Das neue Jahr ist gerade mal einen Monat alt, und schon jetzt haben mindestens 105 Menschen den Versuch, über das Mittelmeer nach Europa zu gelangen, mit dem Leben bezahlt. Dazu kommen 22 Tote zwischen Westafrika und den Kanaren. Das besagen Schätzungen der Internationalen Organisation für Migration (IOM), die bekannt gewordene Tode auf ihrer Projektseite „Missing Migrants“ veröffentlicht. Auf einer Karte kann man dort die einzelnen Vorfälle anklicken.

So erfährt man zum Beispiel von einer Frau und ihrem Baby, die am 8. Januar nahe der marokkanischen Hafenstadt Nador in einem Schlauchboot gefunden wurden (Todesursache: „vermutlich Unterkühlung“). Ein paar Klicks weiter liest man von einem 30-jährigen Marokkaner, der am 10. Januar versucht hat, um eine Seebarriere im Mittelmeer herum in die spanische Exklave Ceuta zu schwimmen. Auch er hat es nicht geschafft.

Fluchtroute: Die meisten Geflüchteten sterben im zentralen Mittelmeer

Die meisten Menschen sterben Jahr für Jahr aber nicht im westlichen oder östlichen, sondern im zentralen Mittelmeer, wo die Entfernungen von Land zu Land besonders groß sind.
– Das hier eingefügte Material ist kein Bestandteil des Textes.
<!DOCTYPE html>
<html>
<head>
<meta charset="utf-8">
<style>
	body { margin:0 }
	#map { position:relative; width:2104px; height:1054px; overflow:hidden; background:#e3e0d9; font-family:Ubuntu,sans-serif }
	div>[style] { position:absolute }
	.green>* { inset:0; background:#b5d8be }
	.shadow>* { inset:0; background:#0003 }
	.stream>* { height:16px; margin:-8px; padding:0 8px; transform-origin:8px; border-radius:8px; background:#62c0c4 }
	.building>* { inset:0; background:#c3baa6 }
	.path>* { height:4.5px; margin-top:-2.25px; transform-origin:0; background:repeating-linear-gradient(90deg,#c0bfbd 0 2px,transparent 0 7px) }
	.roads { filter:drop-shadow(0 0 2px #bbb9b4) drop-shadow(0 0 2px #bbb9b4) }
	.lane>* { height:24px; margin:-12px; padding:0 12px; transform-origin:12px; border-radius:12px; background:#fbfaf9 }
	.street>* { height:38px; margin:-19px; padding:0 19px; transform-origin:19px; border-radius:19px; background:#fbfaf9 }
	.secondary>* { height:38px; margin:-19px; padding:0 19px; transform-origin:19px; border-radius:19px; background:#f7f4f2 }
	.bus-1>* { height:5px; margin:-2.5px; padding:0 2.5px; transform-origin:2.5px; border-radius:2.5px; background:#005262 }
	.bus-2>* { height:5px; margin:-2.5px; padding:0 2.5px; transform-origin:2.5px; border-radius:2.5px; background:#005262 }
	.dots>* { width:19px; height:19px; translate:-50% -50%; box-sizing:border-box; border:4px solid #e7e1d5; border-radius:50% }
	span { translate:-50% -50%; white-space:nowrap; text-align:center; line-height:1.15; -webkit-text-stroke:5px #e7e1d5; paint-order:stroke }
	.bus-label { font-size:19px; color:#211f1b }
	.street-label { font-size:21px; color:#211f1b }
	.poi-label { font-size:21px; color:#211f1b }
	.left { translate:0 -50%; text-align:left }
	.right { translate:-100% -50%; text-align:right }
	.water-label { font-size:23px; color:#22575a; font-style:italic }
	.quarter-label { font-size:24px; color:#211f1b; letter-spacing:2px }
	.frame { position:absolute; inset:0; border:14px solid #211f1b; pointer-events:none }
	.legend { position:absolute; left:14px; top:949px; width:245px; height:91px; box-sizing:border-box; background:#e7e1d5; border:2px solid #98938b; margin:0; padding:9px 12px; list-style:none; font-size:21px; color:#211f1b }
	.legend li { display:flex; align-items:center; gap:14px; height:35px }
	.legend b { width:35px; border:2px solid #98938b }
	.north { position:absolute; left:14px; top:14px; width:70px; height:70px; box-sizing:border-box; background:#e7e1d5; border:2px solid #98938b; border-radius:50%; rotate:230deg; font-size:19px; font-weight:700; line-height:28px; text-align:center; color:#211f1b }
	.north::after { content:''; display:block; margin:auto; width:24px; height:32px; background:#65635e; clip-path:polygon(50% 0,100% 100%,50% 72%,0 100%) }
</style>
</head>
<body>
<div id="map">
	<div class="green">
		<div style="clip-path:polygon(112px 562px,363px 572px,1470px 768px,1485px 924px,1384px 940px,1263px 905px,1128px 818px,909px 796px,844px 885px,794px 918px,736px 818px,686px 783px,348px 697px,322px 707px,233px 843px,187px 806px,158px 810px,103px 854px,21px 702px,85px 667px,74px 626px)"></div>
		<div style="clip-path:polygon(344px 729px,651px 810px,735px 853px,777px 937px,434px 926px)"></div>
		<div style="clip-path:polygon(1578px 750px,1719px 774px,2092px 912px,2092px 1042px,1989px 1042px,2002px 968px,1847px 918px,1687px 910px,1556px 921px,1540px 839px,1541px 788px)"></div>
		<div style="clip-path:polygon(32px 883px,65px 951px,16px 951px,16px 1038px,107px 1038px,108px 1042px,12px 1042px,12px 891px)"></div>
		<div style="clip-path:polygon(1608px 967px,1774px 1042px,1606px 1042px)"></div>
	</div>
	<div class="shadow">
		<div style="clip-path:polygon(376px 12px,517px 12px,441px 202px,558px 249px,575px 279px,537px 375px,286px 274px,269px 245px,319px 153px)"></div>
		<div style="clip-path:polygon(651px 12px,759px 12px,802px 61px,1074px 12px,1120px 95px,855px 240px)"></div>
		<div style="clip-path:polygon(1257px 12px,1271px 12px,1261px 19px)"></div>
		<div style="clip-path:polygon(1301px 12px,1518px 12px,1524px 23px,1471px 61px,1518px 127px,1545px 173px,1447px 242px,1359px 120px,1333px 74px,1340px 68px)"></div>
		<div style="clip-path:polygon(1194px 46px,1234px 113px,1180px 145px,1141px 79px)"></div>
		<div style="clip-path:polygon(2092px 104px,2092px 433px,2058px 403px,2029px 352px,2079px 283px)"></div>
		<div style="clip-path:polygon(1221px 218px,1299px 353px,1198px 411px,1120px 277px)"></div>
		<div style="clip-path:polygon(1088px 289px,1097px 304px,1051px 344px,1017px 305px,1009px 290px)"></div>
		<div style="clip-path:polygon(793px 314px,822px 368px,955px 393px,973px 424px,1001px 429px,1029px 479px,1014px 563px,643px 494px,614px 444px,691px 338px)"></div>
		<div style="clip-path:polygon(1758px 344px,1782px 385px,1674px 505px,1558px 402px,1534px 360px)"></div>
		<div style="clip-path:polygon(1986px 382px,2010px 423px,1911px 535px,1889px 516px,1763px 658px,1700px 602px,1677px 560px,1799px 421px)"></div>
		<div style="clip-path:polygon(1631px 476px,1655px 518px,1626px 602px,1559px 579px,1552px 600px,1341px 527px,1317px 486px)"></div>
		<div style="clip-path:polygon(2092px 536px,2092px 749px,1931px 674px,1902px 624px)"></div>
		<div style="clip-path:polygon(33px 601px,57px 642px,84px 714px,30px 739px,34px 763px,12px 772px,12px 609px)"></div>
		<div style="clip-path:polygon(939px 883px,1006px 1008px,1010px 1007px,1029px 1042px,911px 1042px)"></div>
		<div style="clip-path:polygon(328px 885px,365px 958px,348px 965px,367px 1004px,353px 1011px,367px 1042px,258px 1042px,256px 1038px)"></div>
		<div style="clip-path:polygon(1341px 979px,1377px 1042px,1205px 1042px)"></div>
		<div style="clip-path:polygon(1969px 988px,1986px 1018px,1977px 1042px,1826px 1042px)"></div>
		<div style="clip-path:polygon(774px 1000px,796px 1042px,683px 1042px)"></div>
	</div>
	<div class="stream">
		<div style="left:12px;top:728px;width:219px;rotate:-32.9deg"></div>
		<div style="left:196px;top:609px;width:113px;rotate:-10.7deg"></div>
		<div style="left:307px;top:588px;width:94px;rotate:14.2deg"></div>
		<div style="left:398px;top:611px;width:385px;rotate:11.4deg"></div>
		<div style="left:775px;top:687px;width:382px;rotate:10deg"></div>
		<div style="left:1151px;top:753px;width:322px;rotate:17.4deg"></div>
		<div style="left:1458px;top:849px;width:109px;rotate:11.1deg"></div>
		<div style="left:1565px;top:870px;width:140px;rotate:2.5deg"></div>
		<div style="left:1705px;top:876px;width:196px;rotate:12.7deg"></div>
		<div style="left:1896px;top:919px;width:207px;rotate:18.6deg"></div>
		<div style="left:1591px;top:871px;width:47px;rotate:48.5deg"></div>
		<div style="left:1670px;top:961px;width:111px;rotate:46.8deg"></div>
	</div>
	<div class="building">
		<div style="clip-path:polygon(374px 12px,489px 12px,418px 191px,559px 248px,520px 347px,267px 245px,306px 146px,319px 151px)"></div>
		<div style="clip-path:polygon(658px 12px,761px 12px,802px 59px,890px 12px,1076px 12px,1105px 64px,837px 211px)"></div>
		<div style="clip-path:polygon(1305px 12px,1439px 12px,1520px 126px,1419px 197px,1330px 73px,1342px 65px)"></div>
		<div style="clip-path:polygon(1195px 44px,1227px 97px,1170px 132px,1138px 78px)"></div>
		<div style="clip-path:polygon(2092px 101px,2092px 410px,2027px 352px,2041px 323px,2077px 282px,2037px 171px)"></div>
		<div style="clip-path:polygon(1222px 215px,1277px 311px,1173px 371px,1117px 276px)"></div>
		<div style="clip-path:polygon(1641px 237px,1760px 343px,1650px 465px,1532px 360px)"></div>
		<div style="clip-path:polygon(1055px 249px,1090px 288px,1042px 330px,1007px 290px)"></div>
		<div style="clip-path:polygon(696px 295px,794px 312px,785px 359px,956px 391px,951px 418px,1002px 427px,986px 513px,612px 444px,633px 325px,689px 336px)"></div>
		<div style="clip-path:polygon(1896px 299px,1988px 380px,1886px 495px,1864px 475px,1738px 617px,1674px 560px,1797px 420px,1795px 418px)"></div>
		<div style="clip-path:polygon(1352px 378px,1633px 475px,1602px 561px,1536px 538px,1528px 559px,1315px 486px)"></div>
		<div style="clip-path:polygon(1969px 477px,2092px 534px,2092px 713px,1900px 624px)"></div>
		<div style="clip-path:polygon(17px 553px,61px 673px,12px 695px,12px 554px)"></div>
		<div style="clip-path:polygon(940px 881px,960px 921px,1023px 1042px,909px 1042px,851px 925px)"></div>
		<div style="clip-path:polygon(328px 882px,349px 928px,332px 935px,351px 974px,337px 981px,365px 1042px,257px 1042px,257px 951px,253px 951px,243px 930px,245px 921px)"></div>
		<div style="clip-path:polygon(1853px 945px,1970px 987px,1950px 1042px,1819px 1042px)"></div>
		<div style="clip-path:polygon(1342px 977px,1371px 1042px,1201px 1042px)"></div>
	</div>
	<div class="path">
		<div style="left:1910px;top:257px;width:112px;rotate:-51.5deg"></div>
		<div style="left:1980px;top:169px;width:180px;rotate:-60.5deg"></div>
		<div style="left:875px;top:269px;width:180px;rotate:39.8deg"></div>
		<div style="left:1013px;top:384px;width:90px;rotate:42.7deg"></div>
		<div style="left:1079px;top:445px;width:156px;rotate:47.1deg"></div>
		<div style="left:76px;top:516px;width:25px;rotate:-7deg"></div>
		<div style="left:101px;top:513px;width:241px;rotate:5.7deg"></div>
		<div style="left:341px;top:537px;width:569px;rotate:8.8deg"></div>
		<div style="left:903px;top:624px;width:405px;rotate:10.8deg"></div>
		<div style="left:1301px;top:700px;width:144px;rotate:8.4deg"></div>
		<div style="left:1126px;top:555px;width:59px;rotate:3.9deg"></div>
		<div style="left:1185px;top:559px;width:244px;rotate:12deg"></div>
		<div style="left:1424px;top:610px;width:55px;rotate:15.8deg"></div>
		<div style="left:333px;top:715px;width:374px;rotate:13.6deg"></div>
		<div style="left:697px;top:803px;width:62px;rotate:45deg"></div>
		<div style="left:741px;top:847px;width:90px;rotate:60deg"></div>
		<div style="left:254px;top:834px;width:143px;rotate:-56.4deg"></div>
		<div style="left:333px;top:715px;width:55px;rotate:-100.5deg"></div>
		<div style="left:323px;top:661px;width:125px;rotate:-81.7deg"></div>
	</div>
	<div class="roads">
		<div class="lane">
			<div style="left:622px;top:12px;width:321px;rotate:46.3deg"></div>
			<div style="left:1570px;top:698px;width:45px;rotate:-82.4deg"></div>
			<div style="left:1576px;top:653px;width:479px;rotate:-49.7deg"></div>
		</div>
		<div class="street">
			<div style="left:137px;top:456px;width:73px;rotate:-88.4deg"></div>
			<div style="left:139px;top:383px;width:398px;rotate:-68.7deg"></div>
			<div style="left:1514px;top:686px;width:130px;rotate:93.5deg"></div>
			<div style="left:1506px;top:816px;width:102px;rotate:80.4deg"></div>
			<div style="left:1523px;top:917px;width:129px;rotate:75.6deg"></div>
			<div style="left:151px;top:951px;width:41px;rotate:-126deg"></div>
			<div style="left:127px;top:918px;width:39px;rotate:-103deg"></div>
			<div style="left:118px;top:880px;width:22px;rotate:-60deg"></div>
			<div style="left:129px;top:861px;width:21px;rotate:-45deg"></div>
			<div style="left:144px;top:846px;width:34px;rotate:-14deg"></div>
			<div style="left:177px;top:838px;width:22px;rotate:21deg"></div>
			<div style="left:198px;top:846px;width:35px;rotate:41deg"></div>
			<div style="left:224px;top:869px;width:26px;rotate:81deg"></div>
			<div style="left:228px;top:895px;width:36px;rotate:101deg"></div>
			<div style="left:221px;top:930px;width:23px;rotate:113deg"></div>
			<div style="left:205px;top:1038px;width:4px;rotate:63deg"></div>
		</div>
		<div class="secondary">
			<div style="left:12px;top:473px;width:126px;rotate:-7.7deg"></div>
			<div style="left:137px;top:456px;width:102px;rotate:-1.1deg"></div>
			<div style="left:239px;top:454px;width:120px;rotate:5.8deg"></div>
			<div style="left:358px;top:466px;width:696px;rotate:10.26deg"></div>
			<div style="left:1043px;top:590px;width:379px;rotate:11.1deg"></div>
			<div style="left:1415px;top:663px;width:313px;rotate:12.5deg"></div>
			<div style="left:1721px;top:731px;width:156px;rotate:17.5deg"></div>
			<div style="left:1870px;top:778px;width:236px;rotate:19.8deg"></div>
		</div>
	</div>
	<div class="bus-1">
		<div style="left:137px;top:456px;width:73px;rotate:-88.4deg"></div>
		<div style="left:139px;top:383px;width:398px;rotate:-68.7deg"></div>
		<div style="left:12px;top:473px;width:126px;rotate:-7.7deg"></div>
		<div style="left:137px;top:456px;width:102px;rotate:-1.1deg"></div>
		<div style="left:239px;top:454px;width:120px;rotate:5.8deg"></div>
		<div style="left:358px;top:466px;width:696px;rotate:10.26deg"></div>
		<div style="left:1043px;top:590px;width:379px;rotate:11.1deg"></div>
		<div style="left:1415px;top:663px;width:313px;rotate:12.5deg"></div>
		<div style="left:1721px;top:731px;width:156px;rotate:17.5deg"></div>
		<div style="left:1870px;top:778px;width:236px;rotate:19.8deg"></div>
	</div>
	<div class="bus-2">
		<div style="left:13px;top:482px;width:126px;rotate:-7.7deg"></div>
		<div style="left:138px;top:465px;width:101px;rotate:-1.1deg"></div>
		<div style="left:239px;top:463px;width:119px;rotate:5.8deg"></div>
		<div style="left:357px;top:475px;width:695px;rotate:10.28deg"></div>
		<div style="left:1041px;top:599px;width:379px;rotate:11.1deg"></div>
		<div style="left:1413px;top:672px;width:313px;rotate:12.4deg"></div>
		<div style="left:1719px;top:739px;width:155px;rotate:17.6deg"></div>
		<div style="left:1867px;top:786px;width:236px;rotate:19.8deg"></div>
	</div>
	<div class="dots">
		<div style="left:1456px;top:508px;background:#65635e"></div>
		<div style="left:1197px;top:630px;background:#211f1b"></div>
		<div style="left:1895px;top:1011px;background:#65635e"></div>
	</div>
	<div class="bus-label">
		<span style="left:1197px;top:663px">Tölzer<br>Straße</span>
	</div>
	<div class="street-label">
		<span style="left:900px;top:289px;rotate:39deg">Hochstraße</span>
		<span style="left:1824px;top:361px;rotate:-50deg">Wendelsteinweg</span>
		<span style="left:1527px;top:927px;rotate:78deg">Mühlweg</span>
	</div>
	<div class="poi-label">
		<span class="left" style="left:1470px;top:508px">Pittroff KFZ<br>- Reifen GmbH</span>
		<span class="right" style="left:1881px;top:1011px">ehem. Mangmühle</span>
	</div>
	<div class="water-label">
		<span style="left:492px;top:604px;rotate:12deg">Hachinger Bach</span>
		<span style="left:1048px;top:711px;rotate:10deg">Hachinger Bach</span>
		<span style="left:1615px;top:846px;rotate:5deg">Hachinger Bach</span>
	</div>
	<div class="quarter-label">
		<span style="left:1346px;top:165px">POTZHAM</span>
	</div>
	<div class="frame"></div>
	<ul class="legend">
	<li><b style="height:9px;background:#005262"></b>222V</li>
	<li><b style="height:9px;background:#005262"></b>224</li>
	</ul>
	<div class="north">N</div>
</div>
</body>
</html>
Insgesamt geht die Zahl der Toten allerdings seit Jahren zurück, ebenso wie die Zahl derer, die es über das Mittelmeer nach Europa schaffen – rund 90 000 waren es laut dem UN-Flüchtlingshilfswerk UNHCR im Jahr 2020, etwa 1100 Menschen starben bei dem Versuch oder gelten als vermisst.

Zum Vergleich: 2019 kamen etwa 124 000 Menschen, mindestens 1300 starben. Nicht in den Zahlen enthalten sind all jene, die von Küstenwachen wieder zurückgeschleppt wurden in jenes Land, von dem aus sie mit ihrem Boot aufgebrochen waren. Alleine die libysche Küstenwache hat laut Zahlen der IOM zwischen Januar und November 2020 mehr als 10 000 Menschen auf dem Mittelmeer aufgegriffen und zurückgebracht.

Dabei warnte der Leiter der Libyen-Mission der IOM, Federico Soda, gerade wieder vor den Zuständen in dem Land. So sei es wahrscheinlich, dass die Menschen nach ihrem „Pullback“ – also dem Zurückgeschlepptwerden – in libyschen Lagern landen, wo sie „Ausbeutung und Gewalt“ ausgesetzt seien.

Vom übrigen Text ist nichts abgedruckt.